Vocês podem imaginar o que aconteceu assim que o Senado decidiu manter o mandato do senador Renan Calheiros (PMDB-AL). Houve uma revoada de petralhas para cá, a maioria colando um texto de um dos anões do jornalismo em que ele decreta que a vitória de Renan é a derrota da mídia — especialmente de VEJA, […]
Aliás, justiça seja feita, antes deles, quem escreveu um texto a respeito foi Octávio Ianni, já morto, expoente da sociologia de esquerda. Ianni chamava o “partido da mídia” de “Príncipe Eletrônico”, numa referência a Gramsci. Seu delírio consistia em ver nos meios de comunicação a versão, digamos, de direita do que o teórico comunista imaginava para um partido de esquerda.

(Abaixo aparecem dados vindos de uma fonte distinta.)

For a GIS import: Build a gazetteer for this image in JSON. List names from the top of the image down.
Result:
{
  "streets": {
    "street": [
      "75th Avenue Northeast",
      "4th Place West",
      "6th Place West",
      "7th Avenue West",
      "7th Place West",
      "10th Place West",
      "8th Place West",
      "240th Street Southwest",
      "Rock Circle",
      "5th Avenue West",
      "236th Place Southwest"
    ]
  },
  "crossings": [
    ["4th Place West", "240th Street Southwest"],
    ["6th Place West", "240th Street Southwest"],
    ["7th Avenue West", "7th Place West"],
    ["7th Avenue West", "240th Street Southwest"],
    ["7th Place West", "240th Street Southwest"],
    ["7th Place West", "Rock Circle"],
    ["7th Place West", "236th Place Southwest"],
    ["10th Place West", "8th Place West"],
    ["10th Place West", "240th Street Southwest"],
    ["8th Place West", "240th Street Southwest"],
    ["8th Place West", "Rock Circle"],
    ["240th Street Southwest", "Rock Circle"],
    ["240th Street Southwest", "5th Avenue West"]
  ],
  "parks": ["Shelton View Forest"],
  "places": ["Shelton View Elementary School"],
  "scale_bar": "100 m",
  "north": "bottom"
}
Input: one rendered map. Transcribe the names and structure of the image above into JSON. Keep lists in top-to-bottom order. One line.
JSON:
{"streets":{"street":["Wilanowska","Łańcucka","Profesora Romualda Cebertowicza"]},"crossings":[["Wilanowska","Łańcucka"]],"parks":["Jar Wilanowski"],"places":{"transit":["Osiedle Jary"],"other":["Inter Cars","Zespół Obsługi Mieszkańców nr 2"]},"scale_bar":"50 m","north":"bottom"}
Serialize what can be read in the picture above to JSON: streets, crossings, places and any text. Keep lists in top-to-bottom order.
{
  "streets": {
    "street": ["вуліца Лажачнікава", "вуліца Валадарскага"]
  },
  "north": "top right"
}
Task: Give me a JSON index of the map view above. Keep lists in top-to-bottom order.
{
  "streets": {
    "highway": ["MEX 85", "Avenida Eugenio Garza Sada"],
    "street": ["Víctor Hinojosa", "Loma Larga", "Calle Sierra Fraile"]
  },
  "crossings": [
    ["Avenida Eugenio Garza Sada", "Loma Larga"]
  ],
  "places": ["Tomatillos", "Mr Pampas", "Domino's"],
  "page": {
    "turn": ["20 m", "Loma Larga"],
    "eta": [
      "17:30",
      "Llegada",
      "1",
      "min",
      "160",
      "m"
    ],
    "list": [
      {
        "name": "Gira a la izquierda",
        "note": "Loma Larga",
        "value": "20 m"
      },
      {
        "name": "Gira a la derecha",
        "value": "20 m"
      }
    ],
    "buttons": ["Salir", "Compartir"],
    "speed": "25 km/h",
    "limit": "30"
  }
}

Como a tal “mídia” não existe — e só uma teoria conspiratória de larápios —, é evidente que nem ganha nem perde o que nem tem um corpo definido ou um conjunto de interesses a defender. Mas, de fato, há os vitoriosos. Vencem, numa esfera miúda, contingente, os métodos que Renan Calheiros usa para fazer política. Nesse episódio, o Senado tem a clareza de suas explicações, o amor à legalidade de suas notas frias, o rigor de sua aritmética perturbada. Mas são, insisto, vitórias mesquinhas. A questão é bem outra.
O PT transformou o que é uma apuração objetiva de crimes cometidos contra a República e contra o mandato popular numa luta contra a imprensa, tornada, cada vez mais, inimiga do poder. Claro, há as exceções, os áulicos de sempre, até dentro dos veículos sérios. É há os pequenos palhaços assalariados, uma escória surgida junto com o governo petista. Revestem com pitadas de ideologia o que é uma variante do roub, assaltando, a um só tempo, o erário e a teoria política. Não são apenas beneficiários da malandragem; são também seus protagonistas, embora menores.
Eu estou chateado com o resultado? Claro que sim. Decepcionado? Um tanto. Surpreso? Não. Nas contas que fiz ontem, faltavam dois votos para cassar Renan. Eles não vieram — e quatro outros desertaram, com alguns se escondendo na abstenção. Imaginem só: abstenção em voto secreto! São aqueles que se acovardam até diante da própria consciência.
Ao contrário do que pregam os anões morais, a imprensa tem sido e continuará a ser vitoriosa nesse processo. Observem como emprego os verbos. Não estamos numa conta de chegada; não há um objetivo a ser alcançado. É mais do que compreensível que uma parte do Senado tenha decidido se fechar em defesa de Renan Calheiros: afinal, como deixou claro o senador Francisco Dornelles (PP-RJ), num discurso notavelmente cínico, os valentes estão defendendo a si mesmos. O que sei é que o jornalismo não vai se intimidar — e o próprio Renan continuará a ser personagem não do que os repórteres inventam, mas de sua própria e escandalosa biografia. E o mesmo vale para o petismo.
Lamento — isto sim — que uma parte da opinião pública possa ser tomada por certa apatia, afirmando um “não adianta; eles sempre se safam”, desistindo, então, da política como uma forma civilizada de resolução de conflitos. Isso, de fato, é ruim. O resto, meus caros, é do jogo. Eu mesmo alertei aqui há dias para a atuação dos petistas, votando contra Renan no Conselho de Ética e pedindo sessão aberta. Era só uma embaixadinha pra torcida. Como a disputa se acirrou na reta final, o presidente do Senado jogou a conta em cima do balcão, e só restou ao PT arcar com seus débitos.
O petismo é uma construção muito mais perigosa do que parece. A absolvição de Renan expõe, ainda outra vez, a real natureza do partido. E a parte do jornalismo que atua com desassombro, com amor apenas à notícia, evidenciou-o de forma insofismável. O lambe-botas do Planalto, como sempre, está errado. A mídia venceu.